A teenage boy, who viciously attacked a female garda and dragged her along the ground by her shirt after he taunted her with lewd comments, has been detained for nine months.
He had punched the garda twice in her stomach after being cautioned for making abusive comments to her, the Dublin Children’s Court had heard.
Judge Michael Connellan had heard that the boy, who was 13 at the time of the incident, but now aged 16, had verbally abused the female garda from Fitzgibbon Street Station. When she went to caution him, he called her a “dirty slapper” and went on to say: “I bet half the station have been up on you.”
As a result a group of youths with him, started to laugh and jeer at her.
When she went to arrest the boy for breach of the peace, he ran, but turned back when he saw her colleague Garda Paraic Lynch approaching from another direction.

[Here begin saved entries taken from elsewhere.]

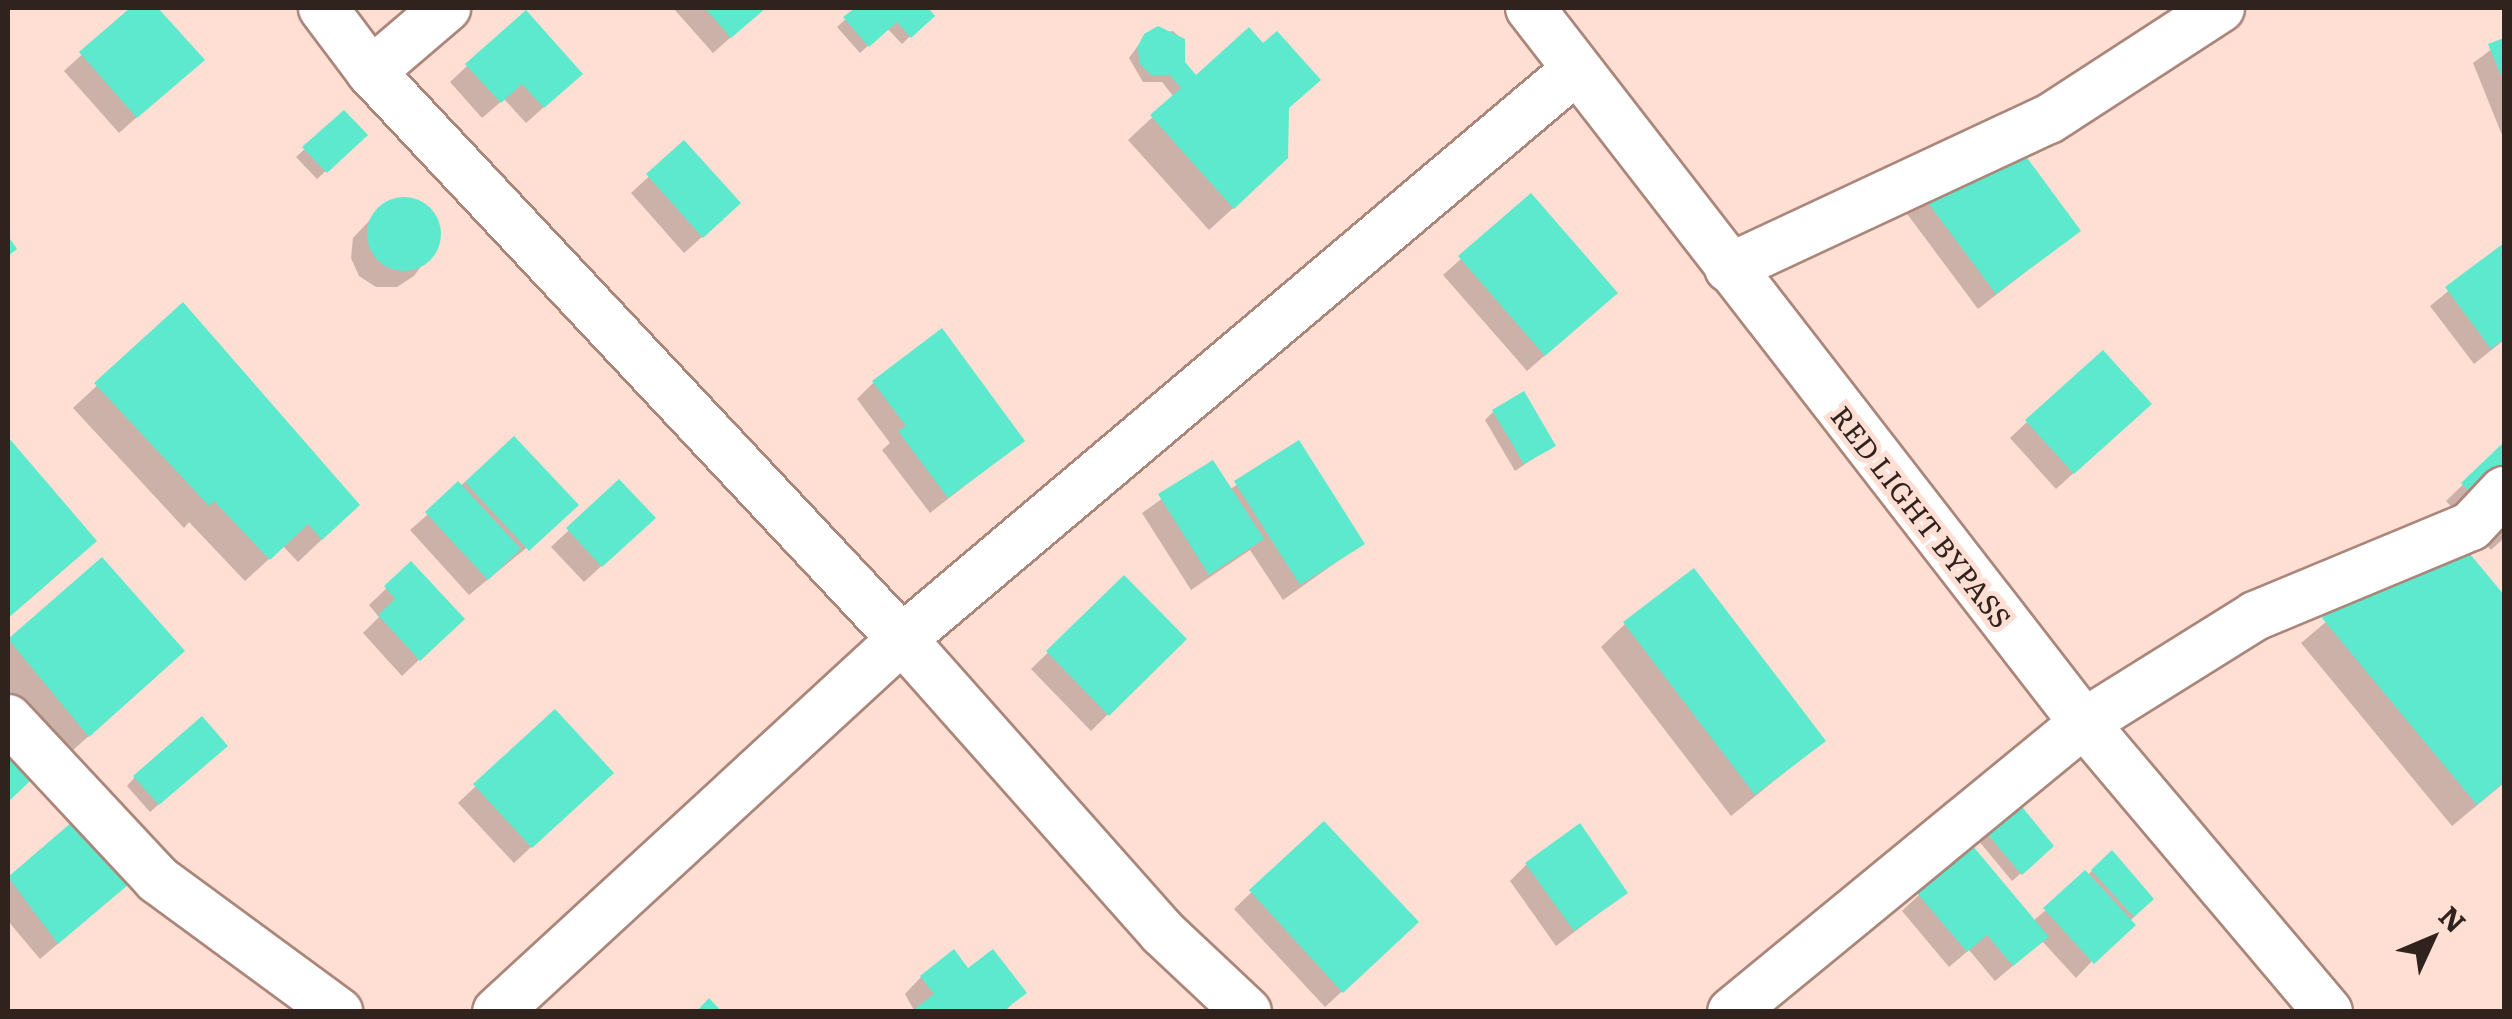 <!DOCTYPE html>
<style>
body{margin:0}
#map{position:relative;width:2512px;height:1019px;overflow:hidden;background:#ffded3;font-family:Literata,serif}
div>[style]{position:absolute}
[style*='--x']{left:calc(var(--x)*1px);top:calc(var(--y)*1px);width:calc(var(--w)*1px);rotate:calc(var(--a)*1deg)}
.shadow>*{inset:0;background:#0003}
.building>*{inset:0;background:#5ce9ce}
.round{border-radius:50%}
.roads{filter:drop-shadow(2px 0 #ab867a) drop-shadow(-2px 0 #ab867a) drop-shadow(0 2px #ab867a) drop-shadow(0 -2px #ab867a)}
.minor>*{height:48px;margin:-24px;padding:0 24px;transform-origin:24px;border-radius:24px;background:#fff}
span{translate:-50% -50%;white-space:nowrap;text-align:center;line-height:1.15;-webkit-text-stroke:10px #ffded3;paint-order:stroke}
.street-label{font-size:28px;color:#30221d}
.frame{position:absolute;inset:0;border:10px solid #30221d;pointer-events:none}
.north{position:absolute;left:2382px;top:889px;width:100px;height:100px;-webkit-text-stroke:8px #ffded3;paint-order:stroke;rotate:46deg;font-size:28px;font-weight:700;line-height:40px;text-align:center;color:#30221d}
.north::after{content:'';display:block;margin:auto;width:35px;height:45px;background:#30221d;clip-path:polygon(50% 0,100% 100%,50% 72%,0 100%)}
</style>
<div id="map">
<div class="shadow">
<div style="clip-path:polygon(133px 8px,155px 8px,201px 60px,119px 133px,64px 71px)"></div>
<div style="clip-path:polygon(673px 8px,764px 8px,713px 53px)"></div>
<div style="clip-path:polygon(858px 8px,925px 8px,932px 15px,902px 44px,887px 28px,860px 53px,837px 27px)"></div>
<div style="clip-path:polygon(1173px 31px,1183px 40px,1182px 63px,1195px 78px,1287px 110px,1262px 182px,1209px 230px,1128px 140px,1174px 97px,1162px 82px,1143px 82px,1129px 58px,1145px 36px)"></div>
<div style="clip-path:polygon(2504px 40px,2504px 134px,2502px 135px,2473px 63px)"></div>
<div style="clip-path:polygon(467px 66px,563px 90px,526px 123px,504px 99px,482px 118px,450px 82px)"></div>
<div style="clip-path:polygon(344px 113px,364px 135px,317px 179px,296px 157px)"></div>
<div style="clip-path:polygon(684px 144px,721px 220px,684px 253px,631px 193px)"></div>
<div style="clip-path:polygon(1919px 190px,2078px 231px,1978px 309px,1902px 207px)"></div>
<div style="clip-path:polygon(1531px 196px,1598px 309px,1527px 371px,1443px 275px)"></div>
<div style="clip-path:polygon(403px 199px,424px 204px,436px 220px,440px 240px,414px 276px,397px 287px,376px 287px,359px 276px,351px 258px,353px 238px,385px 204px)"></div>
<div style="clip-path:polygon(2504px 246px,2504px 340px,2474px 364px,2430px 306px)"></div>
<div style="clip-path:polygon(183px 305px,334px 528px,298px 562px,283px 546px,245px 581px,189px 522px,184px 528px,73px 408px)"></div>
<div style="clip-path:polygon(873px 383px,1022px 441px,930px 513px,882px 450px,890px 443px,857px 399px)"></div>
<div style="clip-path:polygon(1493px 412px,1553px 445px,1515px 471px,1485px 420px)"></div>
<div style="clip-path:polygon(2131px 421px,2056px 489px,2010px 438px,2027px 422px)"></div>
<div style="clip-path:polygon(514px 439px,558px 522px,469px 595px,410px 530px)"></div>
<div style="clip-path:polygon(8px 441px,70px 564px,8px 618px)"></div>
<div style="clip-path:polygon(1298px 444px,1362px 544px,1283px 600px,1250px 550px,1191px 590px,1142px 513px,1212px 463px,1229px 490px)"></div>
<div style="clip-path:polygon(2504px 445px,2504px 538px,2491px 550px,2446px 501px)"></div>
<div style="clip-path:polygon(619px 483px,635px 535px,584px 582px,551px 547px)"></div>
<div style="clip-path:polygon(2442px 524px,2504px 599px,2504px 783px,2452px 826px,2301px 643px)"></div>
<div style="clip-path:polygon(102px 561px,158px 675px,64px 758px,8px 693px,8px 642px)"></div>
<div style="clip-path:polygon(411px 565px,445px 635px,402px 676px,363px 633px,379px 617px,369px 605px)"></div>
<div style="clip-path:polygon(1124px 579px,1184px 639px,1091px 731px,1031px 669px)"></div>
<div style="clip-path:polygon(1625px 624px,1823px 741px,1731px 816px,1601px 647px)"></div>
<div style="clip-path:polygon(554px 712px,593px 789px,514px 863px,458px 803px)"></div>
<div style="clip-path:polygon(216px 754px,150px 812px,127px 786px,135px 777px)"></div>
<div style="clip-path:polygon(79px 819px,115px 895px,40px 959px,8px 921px,8px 880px)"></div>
<div style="clip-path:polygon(1323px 824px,1399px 939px,1325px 1007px,1234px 909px)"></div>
<div style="clip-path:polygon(1986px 832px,2043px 854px,2012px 881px,1978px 840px)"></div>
<div style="clip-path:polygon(2112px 854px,2151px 899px,2076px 978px,2042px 941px,1995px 981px,1969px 950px,1949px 967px,1902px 911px,1919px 895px,2033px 921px)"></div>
<div style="clip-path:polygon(1527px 864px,1625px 893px,1556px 946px,1510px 881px)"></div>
<div style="clip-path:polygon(967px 972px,1023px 993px,1004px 1012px,915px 1012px,905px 994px,921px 977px)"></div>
</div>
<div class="building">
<div style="clip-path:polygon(130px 8px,158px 8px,205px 60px,137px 118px,79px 52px)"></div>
<div style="clip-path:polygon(705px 8px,766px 8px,731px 38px)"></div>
<div style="clip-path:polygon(855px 8px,928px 8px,935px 16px,911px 38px,897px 22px,869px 47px,843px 17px)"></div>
<div style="clip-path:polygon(526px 10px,583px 74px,544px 108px,522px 84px,501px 103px,465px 64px)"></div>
<div style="clip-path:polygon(1158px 26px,1185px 39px,1185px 62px,1196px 75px,1249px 27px,1263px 43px,1277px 31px,1321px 80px,1289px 108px,1288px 158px,1234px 209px,1150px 115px,1181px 88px,1170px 75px,1151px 75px,1140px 64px,1137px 48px,1144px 34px)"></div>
<div style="clip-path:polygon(2504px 38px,2504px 83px,2488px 44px)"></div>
<div style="clip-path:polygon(344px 110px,368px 135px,327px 173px,302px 147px)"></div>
<div style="clip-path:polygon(2003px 125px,2081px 231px,1996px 294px,1917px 188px)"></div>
<div style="clip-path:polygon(684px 140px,741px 203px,703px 238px,646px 174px)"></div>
<div style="clip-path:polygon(1531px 193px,1618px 293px,1545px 356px,1458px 256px)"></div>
<div class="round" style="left:367px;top:197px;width:74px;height:74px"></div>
<div style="clip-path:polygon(8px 236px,17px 249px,8px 256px)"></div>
<div style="clip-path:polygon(2504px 243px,2504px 339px,2491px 349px,2445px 287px)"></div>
<div style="clip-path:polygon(183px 302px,360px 505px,322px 540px,308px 524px,270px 560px,214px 501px,209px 506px,94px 383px)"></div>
<div style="clip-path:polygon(942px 328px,1025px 441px,948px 498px,898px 431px,906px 426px,872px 381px)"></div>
<div style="clip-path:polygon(2103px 350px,2152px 404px,2074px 474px,2025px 420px)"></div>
<div style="clip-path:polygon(1524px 391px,1556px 446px,1524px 464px,1492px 410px)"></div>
<div style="clip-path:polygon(514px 436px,579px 505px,529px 551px,465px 482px)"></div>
<div style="clip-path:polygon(8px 437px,97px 541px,8px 618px)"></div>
<div style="clip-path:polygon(1299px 440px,1365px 544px,1300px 585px,1234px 481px)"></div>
<div style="clip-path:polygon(2504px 442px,2504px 530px,2461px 483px)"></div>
<div style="clip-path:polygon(1213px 460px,1264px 539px,1209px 575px,1158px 494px)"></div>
<div style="clip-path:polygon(619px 479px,656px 518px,602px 567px,566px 528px)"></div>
<div style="clip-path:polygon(458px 481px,521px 549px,488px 580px,425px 512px)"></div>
<div style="clip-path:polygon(2442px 520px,2504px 595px,2504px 782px,2477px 805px,2322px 618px)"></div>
<div style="clip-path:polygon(102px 557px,185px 651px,89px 737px,8px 639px)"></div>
<div style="clip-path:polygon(411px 561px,465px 619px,420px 661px,378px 615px,395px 599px,384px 586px)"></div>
<div style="clip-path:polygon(1694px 568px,1826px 741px,1755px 795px,1623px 622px)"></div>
<div style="clip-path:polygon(1124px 575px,1187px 639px,1109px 716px,1046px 651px)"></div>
<div style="clip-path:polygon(555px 709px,614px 773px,532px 848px,473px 784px)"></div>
<div style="clip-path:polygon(202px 716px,228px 746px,159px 805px,133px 776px)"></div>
<div style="clip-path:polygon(8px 754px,30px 781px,8px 802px)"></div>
<div style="clip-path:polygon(2018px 802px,2054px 846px,2022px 875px,1984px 830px)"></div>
<div style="clip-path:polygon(79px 816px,135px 879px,58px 944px,8px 877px)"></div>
<div style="clip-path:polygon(1324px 821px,1419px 922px,1343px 993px,1249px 890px)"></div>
<div style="clip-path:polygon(1580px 823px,1628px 893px,1574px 931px,1525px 863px)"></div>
<div style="clip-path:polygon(1972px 845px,2049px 937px,2013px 966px,1987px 935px,1967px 952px,1917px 893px)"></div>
<div style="clip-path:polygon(2112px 850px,2154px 899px,2134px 917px,2091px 870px)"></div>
<div style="clip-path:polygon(2085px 870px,2136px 925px,2094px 964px,2043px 908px)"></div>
<div style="clip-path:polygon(954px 949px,968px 968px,993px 949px,1027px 993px,1002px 1012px,911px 1012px,934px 994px,920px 976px)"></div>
<div style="clip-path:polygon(709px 998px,722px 1012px,696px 1012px)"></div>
</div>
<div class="roads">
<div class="minor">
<div style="--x:323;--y:8;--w:80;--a:53.1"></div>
<div style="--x:371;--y:72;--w:777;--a:46.88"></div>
<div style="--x:902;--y:639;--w:393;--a:48.4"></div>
<div style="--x:1163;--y:933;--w:115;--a:43.2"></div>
<div style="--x:1530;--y:8;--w:905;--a:52.23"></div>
<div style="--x:2084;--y:723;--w:378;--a:49.8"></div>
<div style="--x:371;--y:72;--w:99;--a:-40.5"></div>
<div style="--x:1729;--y:268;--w:353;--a:-25"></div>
<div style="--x:2049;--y:119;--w:204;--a:-33"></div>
<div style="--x:8;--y:719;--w:219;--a:47"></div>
<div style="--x:157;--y:879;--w:225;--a:36.3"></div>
<div style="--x:497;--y:1012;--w:551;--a:-42.64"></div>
<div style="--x:902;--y:639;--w:883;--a:-40.18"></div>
<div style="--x:1732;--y:1012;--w:455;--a:-39.4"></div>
<div style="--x:2084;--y:723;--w:202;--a:-32"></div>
<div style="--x:2255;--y:616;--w:234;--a:-22.6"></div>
<div style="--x:2471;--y:526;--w:48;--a:-46.7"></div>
</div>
</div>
<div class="street-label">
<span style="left:1922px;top:516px;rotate:52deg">RED LIGHT BYPASS</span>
</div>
<div class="frame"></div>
<div class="north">N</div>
</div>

He ran straight back at her and punched her hard in the stomach with both fists.
She doubled over and he then grabbed her shirt and dragged her onto her knees and pulled her along the ground. As a result she banged her shoulder and head against a kerb.
The Garda’s knees were bleeding; she had to drag herself up onto her feet and was dazed following the assault.
Garda Lynch, prosecuting, had also said that two days later he went to the boy’s home to arrest him but was told by his mother that he had been away all night and had not come home.
A search of the flat revealed the boy hiding behind a laundry basket at the rear of their flat.
The boy had denied assaulting the female garda causing harm at a flat complex in north inner city Dublin in August 2002 as well as a breach of the peace on the same occasion.
He was convicted at a hearing in the Children’s Court in April 2003 and the case had been adjourned pending probation reports until today.
Garda Lynch said that since this incident the boy has been convicted on 19 separate offences and is also facing a prosecution over an alleged armed robbery.
At the boy’s hearing Judge Connellan had said the boy acted the “great man in front of a crowd” but hid like a “coward” when the gardaí came to arrest him.
Pleading for leniency yesterday, defence counsel Mr Seamus Clarke told Judge Connellan that the boy was very young at the time of the assault and had educational problems. He suffers from Attention Deficit Hyperactive Disorder and had been the subject of expert behavioural assessments.
Detaining the boy, Judge Connellan said the teenager had been convicted for further offences since the attack on the garda and a probation report and highlighted that he was also re-offending and associating with older individuals who were negative influences.